4.  Refrigerate your flavored waters.  Berries tend to turn more quickly in water than citrus.  Use berry water within 24 hours.  Other waters tend to last a couple days in the fridge.  Until then, keep refilling the pitcher with water using the same produce.

5.  Plastic water bottles may not hold up well to waters infused with acidic fruits, like lemons or limes.  In these cases, I use a glass bottle with silicone "bumper" instead.

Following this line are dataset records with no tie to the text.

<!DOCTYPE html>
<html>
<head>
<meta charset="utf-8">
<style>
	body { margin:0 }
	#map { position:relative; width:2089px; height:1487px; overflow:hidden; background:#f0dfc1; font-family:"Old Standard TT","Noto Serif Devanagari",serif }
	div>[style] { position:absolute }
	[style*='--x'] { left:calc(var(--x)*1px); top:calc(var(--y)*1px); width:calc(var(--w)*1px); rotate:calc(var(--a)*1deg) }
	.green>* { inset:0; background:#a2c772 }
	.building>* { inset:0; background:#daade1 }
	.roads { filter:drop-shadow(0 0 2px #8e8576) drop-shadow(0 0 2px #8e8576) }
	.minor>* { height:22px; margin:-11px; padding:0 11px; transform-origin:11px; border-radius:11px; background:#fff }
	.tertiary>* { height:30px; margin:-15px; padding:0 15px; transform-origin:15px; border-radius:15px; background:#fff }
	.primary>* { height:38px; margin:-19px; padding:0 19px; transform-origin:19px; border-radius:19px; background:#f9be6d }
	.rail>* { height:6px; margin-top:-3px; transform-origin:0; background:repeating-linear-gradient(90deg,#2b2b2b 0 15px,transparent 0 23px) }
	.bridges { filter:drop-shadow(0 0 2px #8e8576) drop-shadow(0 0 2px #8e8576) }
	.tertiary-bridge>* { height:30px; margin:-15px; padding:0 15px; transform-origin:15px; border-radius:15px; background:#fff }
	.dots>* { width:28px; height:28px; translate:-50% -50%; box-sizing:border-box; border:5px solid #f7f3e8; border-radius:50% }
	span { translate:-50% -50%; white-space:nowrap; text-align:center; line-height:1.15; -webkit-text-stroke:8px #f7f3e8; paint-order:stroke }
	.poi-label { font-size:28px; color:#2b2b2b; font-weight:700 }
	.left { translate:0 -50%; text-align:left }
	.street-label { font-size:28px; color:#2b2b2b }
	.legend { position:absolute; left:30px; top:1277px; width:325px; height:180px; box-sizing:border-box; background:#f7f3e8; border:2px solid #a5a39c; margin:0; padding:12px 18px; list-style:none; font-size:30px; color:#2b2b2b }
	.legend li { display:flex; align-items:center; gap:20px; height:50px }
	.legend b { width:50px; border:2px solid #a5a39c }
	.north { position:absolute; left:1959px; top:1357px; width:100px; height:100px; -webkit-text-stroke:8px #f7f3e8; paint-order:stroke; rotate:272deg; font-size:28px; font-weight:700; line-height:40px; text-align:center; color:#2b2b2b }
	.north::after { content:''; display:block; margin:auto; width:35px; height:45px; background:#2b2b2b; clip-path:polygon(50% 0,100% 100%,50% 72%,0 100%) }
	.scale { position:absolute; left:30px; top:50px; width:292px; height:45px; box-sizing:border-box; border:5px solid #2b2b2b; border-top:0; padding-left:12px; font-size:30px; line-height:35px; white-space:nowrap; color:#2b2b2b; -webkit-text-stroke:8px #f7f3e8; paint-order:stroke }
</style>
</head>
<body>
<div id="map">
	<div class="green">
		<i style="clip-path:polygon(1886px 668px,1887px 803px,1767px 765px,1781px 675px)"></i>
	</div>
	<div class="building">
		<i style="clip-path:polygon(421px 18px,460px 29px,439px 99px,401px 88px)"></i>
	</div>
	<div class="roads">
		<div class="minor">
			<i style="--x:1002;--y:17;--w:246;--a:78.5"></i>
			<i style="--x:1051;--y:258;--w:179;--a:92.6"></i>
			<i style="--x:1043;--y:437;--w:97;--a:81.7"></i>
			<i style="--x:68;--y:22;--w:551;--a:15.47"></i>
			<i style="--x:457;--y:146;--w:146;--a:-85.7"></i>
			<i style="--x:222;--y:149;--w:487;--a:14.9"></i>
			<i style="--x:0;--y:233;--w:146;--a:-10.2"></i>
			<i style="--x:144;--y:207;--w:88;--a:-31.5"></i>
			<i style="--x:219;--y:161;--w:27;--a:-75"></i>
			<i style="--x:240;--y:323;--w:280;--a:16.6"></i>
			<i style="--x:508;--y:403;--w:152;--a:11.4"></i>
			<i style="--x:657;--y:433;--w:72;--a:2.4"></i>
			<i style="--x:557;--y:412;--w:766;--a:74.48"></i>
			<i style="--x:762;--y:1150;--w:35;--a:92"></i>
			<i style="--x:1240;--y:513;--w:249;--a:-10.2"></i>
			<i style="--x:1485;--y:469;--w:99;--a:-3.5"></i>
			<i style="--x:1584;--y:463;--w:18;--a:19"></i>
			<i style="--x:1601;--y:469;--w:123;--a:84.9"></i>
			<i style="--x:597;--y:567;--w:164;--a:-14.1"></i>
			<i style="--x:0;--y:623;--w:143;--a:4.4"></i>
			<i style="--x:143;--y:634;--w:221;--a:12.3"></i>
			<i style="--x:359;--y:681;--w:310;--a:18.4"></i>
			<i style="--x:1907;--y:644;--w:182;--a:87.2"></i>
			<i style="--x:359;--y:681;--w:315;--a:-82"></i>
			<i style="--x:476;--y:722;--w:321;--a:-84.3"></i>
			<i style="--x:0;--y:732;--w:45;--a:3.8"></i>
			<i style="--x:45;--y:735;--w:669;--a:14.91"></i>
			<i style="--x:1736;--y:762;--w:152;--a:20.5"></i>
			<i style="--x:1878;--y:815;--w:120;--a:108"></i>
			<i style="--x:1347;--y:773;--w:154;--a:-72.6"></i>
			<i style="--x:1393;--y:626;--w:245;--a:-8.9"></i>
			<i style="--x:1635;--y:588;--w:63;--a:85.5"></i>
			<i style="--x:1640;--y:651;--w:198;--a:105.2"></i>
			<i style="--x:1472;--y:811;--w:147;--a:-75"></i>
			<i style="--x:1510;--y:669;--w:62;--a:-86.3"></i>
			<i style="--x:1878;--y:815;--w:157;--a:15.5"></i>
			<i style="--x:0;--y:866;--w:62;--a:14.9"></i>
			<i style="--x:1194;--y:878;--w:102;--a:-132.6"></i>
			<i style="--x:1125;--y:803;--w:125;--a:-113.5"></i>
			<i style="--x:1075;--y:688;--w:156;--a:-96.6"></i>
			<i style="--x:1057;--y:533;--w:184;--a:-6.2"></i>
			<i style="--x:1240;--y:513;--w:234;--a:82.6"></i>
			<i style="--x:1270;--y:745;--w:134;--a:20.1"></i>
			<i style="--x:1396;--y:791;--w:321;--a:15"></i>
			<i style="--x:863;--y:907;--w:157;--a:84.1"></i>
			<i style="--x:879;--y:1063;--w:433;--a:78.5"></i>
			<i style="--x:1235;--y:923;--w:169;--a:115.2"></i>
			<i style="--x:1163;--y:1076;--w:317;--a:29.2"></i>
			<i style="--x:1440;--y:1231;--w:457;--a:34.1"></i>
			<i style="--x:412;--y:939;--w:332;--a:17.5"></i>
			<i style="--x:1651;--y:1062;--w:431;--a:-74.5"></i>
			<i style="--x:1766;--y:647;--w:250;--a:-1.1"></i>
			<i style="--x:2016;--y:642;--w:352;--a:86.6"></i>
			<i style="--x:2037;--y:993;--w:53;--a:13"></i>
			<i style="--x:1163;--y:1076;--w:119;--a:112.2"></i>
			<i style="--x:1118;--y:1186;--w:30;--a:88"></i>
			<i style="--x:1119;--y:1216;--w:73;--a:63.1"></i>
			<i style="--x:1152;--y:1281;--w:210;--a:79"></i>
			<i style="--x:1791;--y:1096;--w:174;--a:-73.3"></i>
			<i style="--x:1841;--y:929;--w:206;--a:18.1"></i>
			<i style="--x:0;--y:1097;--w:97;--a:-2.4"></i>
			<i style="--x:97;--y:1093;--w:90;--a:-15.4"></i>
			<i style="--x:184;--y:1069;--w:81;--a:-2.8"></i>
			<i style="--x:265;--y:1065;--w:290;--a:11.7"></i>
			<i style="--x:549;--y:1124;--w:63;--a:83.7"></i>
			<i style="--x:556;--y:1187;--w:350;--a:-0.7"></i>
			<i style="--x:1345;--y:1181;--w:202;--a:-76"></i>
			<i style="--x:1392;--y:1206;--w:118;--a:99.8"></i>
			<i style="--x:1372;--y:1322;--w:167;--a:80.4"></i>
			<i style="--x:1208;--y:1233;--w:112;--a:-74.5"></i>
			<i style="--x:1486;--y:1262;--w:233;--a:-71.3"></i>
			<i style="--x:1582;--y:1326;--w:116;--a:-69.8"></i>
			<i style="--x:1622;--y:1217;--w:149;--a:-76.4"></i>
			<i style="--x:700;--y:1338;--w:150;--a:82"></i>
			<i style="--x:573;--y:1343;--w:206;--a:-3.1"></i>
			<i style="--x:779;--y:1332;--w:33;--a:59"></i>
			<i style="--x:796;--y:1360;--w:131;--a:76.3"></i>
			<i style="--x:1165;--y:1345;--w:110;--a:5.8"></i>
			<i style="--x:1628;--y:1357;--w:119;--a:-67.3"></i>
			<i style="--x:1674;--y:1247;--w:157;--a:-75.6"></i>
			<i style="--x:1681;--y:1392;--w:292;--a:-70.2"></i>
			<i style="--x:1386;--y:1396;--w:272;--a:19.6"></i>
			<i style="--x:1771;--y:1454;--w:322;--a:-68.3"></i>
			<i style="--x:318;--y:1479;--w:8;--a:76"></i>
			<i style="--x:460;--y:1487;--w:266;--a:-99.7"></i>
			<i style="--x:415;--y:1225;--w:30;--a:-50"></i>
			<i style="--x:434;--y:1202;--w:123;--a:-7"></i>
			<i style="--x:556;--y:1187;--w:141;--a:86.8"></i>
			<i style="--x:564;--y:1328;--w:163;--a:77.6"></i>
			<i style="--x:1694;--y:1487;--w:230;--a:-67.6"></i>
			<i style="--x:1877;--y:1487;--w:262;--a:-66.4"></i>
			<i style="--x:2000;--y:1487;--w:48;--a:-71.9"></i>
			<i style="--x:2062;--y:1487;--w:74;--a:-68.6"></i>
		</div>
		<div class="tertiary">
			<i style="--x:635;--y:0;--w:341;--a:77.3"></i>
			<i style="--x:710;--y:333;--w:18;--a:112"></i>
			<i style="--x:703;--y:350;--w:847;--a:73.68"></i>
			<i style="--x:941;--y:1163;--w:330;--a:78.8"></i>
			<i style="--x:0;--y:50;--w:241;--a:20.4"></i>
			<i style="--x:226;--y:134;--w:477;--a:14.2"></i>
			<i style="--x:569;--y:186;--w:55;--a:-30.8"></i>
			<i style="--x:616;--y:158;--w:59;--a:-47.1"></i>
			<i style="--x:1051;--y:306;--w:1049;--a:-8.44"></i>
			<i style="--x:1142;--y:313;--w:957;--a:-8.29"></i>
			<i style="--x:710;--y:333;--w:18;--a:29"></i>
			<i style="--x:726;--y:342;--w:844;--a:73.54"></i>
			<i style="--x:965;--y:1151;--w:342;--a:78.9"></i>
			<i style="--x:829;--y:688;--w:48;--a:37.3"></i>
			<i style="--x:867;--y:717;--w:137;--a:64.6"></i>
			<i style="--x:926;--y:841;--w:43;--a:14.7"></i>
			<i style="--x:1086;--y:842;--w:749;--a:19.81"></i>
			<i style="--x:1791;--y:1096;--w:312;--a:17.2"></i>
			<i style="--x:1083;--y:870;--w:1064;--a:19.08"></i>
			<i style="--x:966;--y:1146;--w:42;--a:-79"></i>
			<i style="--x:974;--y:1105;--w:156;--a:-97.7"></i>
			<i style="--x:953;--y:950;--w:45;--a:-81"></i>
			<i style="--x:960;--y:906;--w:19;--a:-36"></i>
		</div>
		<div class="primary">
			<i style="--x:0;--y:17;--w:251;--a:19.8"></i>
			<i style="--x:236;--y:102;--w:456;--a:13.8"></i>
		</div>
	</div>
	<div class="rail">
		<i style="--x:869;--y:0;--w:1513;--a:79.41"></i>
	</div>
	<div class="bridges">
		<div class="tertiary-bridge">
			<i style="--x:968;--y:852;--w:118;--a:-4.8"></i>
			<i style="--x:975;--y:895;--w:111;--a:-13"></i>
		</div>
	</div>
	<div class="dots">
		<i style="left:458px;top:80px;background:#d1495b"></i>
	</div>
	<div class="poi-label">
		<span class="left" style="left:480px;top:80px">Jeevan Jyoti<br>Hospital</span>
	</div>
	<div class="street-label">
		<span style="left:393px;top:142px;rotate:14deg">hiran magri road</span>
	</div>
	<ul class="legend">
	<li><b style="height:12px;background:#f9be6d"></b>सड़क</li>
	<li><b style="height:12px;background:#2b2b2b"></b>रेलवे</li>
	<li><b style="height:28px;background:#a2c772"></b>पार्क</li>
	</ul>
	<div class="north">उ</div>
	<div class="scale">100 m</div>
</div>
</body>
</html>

6.  Check out the herb section of your grocery stores to find treats you may not have thought of to make beautiful waters, like edible flowers and mint.  Rub herbs like mint and lavender between your fingers before adding it to the water to bring out its flavor.

Six Easy Flavored Waters


These are our current favorites.  Portions are based on one quart of water.

Lavender & Lemon

Start with one sprig of lavender and one thin lemon slice.

Strawberry & Kiwi

Start with one large or two small berries and two this slices of kiwi.

Cucumber & Lemon

Start with thin cucumber slices and one thin lemon slice.

Lemon, Lime & Orange

Start with one thin slice of each.

Mint & Lime  

Start with one sprig of mint and one thin slice of lime.

Rosewater & Lime

Start with 1/16 teaspoon culinary rosewater and one thin slice of lime.  Add edible flowers to create a truly beautiful water.  Roses at most shops are not meant for consumption because of the chemicals used on them, so stick with edible flowers/organically grown edible rose petals.

 I hope you thoroughly enjoy making your own inexpensive, delicious flavored waters!  What's your favorite?